With over 25 years of experience in the space industry, Ms. Holla-Maini brings a wealth of knowledge and expertise to her role. Prior to joining UNOOSA, she served as Executive Vice-President of Sustainability, Policy, and Impact at NorthStar Earth & Space. She also served as Secretary-General of the Global Satellite Operators Association for over 18 years. Ms. Holla-Maini has also contributed her expertise as a member of the World Economic Forum’s Global Future Council on Space and the Advisory Board of the Satellite Industry Association of India.

She holds a bachelor’s degree in law with German law from King’s College London and a master’s degree in business administration from HEC Paris. She is also an alumna of the International Space University Executive Space Course.

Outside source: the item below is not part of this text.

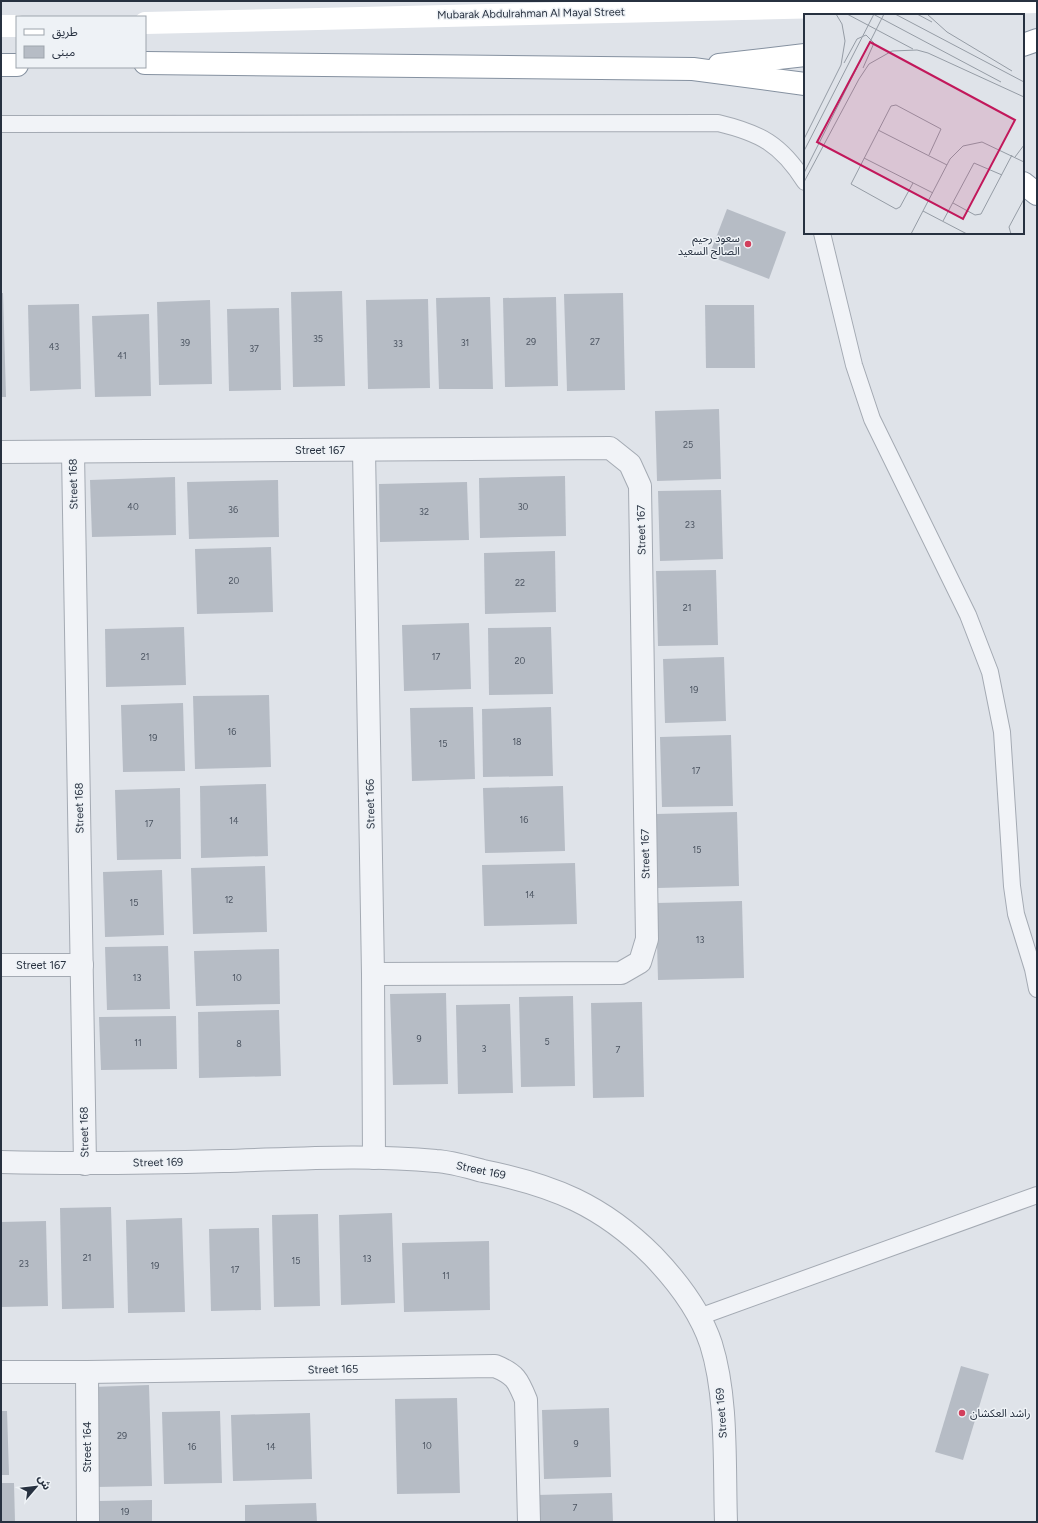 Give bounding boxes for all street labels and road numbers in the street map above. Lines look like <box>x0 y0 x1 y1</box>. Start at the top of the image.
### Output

Ms. Holla-Maini’s extensive international experience and depth of knowledge in the space sector will prove invaluable to UNOOSA as they continue to fulfill their crucial role in space diplomacy.

Reading Corner

NASA | NASA X-ray Telescopes Reveal the “Bones” of a Ghostly Cosmic Hand

NASA’s X-ray space telescopes have captured a spectral image of a stellar explosion, resembling a skeleton hand, in deep space. This eerie phenomenon, officially named MSH 15-52, was formed from the death of a massive star through a supernova explosion, leaving behind a rapidly rotating, extremely dense stellar remnant known as a pulsar.